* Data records
[Start of Attachment]

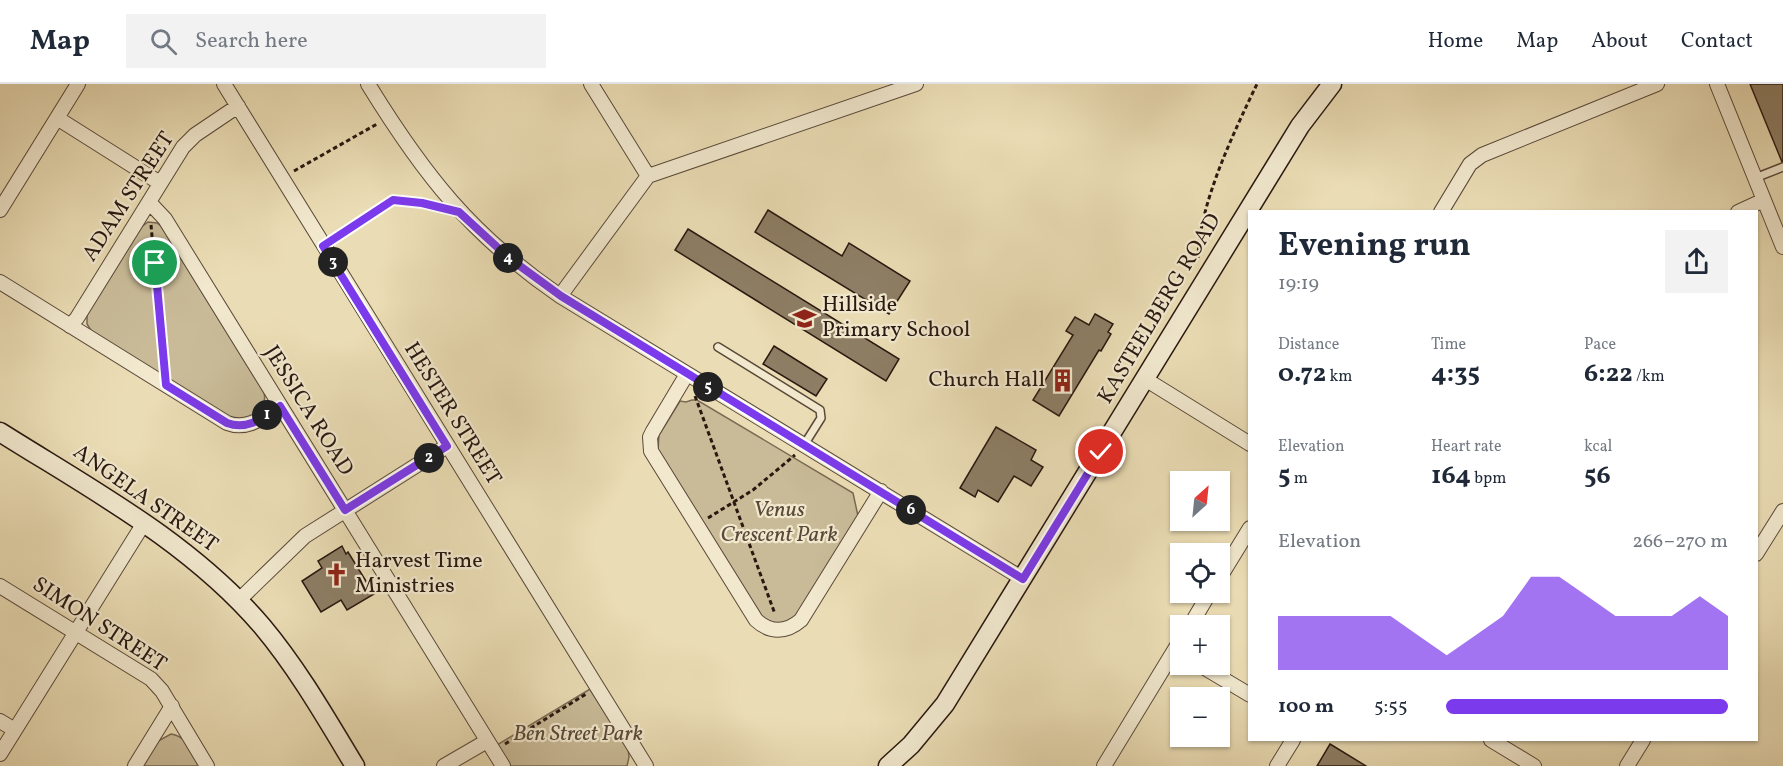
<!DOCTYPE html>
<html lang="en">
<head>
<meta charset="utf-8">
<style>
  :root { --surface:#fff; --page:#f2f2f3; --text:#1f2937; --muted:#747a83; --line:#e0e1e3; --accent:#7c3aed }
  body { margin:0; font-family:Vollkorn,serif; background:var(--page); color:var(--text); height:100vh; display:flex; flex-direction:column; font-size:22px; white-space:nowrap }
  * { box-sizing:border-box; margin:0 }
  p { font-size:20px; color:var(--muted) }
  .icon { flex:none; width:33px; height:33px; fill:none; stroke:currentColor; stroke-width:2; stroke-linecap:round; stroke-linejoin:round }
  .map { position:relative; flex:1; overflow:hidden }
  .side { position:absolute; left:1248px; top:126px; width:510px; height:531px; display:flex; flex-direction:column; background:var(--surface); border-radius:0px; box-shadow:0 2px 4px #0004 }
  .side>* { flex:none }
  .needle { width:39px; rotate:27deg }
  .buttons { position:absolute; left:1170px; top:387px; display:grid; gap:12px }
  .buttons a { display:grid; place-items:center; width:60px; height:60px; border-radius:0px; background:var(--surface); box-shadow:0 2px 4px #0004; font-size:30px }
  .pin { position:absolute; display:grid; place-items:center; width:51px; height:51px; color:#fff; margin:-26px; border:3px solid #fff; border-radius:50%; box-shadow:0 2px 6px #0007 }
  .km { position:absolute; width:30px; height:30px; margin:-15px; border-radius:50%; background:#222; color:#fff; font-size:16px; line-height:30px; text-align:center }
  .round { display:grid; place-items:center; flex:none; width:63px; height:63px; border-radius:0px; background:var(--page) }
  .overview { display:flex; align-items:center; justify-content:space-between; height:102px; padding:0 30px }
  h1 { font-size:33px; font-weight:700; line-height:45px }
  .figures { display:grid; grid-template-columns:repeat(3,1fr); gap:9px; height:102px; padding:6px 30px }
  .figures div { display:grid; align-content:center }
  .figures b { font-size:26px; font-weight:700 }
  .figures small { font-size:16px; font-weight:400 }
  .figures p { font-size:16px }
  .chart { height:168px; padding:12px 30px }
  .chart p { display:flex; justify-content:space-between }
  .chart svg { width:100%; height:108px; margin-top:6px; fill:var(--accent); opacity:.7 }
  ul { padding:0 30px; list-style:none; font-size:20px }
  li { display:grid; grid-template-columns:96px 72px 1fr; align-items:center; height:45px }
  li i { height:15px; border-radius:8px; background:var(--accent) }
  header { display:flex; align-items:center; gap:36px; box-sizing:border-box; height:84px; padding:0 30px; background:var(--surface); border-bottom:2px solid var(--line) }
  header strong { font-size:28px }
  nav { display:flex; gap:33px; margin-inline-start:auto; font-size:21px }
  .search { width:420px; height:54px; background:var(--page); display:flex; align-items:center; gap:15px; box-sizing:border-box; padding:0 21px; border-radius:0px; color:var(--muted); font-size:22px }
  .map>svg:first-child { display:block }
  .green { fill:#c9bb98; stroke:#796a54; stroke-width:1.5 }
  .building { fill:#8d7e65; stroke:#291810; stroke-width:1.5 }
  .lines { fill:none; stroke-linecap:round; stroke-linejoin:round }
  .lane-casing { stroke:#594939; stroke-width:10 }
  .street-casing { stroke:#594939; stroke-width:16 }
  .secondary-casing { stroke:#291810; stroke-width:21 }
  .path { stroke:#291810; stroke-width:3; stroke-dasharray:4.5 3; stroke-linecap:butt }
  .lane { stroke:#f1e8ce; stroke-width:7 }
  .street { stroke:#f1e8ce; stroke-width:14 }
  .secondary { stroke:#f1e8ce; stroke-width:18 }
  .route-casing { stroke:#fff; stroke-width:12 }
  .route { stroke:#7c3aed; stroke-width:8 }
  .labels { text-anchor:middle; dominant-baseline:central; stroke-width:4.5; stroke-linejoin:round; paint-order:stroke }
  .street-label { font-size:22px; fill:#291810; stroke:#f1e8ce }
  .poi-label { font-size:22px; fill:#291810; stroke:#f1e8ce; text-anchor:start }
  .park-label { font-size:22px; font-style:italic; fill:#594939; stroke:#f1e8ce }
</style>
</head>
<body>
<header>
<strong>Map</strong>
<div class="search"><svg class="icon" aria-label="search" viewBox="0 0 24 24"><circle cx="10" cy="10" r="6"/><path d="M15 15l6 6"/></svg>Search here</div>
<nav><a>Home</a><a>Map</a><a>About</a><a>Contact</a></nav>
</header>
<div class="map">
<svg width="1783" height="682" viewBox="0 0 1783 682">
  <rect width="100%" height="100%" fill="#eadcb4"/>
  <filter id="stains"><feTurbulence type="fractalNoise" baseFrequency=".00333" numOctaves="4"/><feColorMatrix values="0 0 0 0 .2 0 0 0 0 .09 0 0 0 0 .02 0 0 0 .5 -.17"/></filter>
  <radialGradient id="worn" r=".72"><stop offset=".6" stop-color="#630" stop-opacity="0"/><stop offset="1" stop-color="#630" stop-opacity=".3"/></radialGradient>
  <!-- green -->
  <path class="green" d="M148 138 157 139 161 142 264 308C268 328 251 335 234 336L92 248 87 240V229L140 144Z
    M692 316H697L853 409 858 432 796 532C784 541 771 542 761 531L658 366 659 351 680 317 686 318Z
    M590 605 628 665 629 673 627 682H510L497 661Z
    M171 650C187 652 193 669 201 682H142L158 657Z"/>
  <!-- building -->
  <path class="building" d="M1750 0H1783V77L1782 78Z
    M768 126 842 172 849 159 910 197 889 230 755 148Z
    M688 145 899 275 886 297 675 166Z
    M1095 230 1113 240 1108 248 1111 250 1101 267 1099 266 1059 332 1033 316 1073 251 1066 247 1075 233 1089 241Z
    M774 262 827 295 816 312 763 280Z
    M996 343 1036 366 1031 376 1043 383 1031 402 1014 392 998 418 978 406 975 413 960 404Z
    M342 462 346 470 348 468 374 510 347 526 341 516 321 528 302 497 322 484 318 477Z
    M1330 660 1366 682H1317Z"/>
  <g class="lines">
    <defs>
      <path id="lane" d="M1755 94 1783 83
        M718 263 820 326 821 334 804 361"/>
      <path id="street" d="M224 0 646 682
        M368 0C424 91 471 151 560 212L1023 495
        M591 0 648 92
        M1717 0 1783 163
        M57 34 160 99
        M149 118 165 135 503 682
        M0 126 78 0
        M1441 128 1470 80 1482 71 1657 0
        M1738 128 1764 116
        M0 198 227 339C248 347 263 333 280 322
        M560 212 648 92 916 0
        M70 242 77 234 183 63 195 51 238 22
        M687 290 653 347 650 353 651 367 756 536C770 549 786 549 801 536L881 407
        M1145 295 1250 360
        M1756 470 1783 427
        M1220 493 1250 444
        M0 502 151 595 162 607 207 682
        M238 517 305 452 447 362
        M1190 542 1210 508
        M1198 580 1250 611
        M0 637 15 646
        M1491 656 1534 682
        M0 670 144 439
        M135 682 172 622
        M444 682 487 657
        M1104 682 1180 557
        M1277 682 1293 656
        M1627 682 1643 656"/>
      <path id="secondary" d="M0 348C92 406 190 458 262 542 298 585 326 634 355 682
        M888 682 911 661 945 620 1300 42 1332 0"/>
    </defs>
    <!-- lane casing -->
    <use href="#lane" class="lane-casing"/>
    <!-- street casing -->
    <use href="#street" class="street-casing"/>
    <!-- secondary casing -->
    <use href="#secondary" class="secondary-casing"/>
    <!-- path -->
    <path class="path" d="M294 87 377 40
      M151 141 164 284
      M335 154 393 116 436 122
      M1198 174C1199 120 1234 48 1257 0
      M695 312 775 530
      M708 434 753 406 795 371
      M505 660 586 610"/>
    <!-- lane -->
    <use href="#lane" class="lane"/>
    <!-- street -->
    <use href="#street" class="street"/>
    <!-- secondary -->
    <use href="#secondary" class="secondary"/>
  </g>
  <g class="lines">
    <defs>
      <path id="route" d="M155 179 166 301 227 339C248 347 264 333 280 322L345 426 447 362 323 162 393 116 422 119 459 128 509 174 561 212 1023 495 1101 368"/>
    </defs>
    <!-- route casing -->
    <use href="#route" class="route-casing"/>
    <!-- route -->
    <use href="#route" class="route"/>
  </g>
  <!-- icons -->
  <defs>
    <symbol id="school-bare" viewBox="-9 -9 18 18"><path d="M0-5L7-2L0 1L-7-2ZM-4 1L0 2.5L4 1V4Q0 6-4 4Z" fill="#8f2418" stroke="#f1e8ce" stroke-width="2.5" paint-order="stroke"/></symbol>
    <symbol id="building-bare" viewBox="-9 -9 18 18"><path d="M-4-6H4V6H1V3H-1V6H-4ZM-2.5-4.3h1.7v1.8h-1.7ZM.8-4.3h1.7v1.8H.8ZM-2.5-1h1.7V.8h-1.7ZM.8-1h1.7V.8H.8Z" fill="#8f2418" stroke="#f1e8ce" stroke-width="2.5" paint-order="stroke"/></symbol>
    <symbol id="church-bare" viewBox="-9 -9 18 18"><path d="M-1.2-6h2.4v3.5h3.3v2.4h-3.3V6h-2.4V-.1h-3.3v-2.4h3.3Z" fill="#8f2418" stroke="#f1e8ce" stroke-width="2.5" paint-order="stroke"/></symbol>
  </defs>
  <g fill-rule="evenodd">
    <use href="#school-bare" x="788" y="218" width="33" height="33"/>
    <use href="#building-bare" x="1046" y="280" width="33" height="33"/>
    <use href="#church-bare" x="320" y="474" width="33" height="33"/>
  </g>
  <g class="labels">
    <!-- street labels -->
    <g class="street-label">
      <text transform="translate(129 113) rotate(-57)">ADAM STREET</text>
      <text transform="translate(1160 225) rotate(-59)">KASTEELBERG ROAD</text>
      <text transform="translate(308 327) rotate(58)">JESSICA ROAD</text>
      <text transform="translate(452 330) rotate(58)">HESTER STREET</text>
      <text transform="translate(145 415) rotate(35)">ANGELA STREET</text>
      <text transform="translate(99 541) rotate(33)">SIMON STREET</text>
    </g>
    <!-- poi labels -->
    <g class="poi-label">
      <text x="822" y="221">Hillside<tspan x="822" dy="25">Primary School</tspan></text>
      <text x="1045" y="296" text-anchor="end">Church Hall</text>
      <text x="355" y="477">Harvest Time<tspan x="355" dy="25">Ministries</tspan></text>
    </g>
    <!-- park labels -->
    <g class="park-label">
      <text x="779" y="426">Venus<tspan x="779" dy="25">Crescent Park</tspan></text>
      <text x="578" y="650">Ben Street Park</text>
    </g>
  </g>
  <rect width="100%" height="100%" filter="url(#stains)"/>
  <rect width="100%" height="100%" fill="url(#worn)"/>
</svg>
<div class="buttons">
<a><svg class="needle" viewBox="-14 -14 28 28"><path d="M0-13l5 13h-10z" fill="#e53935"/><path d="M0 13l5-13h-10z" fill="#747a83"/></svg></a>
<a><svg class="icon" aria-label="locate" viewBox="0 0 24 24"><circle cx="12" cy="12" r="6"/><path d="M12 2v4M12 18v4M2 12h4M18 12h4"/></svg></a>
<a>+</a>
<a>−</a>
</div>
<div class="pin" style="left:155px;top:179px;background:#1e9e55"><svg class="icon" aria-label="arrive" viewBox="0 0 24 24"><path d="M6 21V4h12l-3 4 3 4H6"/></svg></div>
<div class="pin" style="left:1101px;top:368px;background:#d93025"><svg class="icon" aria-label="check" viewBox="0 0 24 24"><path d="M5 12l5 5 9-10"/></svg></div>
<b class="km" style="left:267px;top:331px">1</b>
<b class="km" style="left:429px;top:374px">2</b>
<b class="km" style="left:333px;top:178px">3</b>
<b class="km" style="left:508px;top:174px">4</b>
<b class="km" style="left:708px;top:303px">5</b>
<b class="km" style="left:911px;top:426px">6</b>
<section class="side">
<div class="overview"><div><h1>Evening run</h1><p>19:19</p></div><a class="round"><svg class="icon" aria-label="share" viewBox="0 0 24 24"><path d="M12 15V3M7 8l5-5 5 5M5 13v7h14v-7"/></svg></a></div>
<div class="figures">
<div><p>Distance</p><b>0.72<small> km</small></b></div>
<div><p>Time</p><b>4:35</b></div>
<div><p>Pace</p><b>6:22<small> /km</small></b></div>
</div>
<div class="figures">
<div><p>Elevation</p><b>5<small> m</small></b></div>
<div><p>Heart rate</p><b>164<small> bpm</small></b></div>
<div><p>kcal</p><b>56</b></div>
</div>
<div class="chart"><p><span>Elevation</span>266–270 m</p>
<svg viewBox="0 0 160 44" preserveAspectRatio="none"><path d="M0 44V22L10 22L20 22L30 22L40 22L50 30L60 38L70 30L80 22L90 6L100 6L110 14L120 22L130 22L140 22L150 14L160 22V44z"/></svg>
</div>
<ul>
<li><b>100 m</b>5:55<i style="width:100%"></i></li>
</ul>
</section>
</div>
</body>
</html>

[End of Attachment]
[Start of Attachment]

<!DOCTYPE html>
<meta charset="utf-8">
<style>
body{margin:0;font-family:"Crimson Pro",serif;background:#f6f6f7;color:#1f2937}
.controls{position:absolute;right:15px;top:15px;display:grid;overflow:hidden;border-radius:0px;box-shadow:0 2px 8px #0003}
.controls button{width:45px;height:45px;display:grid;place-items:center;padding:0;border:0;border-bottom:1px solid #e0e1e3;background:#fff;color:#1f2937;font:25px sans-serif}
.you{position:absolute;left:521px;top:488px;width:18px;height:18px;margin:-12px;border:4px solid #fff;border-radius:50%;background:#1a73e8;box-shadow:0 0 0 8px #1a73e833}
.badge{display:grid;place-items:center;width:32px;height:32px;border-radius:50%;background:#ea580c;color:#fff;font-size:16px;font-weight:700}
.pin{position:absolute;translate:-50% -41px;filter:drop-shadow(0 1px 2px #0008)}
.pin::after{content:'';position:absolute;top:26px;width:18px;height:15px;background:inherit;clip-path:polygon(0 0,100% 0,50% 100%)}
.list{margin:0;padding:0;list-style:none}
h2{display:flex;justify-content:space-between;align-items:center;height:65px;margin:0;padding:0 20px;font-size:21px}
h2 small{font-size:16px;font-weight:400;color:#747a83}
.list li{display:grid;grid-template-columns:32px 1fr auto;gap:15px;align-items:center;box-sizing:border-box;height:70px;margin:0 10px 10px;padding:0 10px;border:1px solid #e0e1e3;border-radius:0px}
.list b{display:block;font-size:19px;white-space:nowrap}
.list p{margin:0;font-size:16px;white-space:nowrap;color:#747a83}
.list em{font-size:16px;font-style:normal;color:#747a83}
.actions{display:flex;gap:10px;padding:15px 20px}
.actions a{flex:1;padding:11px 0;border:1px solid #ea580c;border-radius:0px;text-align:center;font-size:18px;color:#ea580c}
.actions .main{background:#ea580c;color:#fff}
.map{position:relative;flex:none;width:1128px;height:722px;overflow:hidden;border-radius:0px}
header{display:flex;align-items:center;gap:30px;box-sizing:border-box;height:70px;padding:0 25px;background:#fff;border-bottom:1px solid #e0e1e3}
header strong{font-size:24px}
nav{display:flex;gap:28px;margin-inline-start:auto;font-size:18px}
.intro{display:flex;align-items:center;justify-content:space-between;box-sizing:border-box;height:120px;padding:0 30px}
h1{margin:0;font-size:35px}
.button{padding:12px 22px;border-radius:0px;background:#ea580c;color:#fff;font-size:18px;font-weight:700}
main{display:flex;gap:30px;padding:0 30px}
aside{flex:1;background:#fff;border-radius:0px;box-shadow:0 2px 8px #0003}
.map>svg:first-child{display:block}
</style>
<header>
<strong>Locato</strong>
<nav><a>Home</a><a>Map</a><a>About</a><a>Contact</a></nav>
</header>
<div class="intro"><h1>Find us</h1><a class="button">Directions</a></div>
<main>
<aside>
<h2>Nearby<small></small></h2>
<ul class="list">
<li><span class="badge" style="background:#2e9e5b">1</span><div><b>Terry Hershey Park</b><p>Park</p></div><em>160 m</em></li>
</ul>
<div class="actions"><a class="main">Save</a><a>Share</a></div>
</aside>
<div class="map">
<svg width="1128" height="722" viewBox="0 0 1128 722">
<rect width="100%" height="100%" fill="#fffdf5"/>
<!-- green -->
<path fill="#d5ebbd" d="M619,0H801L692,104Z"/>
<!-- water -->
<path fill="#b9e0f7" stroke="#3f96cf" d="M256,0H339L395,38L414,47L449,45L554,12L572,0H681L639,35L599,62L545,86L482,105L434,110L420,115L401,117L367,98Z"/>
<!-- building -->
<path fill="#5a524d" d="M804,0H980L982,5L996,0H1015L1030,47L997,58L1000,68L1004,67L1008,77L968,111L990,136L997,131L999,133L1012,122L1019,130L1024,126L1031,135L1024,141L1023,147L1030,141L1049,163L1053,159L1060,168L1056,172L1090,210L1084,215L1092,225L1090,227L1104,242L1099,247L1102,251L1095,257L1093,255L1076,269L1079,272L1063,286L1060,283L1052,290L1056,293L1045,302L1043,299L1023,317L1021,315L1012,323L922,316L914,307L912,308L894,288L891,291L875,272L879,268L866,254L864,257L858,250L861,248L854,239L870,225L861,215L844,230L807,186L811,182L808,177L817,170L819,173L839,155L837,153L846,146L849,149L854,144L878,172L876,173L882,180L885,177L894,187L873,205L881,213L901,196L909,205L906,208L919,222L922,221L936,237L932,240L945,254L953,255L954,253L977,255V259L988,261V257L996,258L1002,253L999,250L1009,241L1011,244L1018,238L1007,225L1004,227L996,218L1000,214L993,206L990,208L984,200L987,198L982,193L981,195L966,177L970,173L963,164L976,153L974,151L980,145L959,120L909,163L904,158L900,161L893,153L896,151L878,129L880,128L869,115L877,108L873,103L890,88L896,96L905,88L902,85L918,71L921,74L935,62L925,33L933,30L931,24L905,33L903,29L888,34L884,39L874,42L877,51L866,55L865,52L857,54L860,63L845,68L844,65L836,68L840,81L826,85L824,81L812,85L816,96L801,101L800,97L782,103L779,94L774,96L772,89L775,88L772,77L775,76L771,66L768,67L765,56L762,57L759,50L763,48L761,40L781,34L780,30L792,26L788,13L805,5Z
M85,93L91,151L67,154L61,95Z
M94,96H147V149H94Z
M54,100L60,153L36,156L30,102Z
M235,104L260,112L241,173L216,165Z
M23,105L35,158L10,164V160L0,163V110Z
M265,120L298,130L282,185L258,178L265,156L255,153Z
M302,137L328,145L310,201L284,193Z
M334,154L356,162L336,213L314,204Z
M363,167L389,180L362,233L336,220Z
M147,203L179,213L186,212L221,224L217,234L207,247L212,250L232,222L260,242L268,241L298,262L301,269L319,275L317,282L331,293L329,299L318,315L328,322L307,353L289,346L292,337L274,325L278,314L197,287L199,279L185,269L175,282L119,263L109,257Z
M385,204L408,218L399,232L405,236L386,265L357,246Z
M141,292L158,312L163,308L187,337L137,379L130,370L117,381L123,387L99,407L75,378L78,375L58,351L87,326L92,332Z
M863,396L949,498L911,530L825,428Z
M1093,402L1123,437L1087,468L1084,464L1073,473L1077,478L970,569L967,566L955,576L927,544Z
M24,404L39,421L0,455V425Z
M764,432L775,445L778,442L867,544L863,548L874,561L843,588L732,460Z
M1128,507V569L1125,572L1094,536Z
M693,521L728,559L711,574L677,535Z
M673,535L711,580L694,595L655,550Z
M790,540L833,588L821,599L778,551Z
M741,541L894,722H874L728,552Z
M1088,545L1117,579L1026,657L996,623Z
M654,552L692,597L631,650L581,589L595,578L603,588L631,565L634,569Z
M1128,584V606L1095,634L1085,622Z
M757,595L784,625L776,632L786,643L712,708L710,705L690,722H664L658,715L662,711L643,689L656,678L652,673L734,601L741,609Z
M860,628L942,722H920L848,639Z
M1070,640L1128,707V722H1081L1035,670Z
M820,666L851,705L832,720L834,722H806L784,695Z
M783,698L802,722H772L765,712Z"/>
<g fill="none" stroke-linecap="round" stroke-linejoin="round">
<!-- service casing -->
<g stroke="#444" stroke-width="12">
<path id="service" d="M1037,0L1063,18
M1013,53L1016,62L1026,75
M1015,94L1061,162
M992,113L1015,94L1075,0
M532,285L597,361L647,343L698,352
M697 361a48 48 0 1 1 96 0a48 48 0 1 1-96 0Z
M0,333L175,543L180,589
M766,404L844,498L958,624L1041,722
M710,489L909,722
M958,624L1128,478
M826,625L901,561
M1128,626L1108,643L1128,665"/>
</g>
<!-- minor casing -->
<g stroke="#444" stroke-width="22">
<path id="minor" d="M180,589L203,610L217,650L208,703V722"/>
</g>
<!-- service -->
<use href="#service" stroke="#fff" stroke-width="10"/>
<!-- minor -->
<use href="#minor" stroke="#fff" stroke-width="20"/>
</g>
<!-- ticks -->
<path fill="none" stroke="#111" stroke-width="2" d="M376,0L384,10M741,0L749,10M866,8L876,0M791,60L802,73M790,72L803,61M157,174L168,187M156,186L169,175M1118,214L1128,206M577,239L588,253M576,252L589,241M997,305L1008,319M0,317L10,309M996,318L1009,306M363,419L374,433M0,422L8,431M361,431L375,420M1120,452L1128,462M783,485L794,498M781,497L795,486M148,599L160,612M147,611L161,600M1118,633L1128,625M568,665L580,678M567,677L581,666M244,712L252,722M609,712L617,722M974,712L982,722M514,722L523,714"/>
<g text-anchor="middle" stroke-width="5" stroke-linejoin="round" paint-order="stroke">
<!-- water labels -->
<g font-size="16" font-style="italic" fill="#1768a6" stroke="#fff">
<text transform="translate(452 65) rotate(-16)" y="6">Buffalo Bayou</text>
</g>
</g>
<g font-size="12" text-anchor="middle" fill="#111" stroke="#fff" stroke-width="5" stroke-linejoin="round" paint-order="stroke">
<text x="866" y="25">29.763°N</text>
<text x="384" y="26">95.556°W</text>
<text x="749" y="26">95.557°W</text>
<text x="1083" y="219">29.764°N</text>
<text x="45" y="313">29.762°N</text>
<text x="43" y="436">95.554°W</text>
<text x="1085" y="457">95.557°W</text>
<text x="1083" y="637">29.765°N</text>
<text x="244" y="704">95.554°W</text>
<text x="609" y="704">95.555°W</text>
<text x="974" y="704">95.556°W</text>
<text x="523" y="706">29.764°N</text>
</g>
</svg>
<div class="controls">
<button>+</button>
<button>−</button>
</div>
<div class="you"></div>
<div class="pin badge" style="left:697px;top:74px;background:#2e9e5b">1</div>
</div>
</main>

[End of Attachment]

Where in the records does the word "worn" appear? Copy each line that holds it.

  <radialGradient id="worn" r=".72"><stop offset=".6" stop-color="#630" stop-opacity="0"/><stop offset="1" stop-color="#630" stop-opacity=".3"/></radialGradient>
  <rect width="100%" height="100%" fill="url(#worn)"/>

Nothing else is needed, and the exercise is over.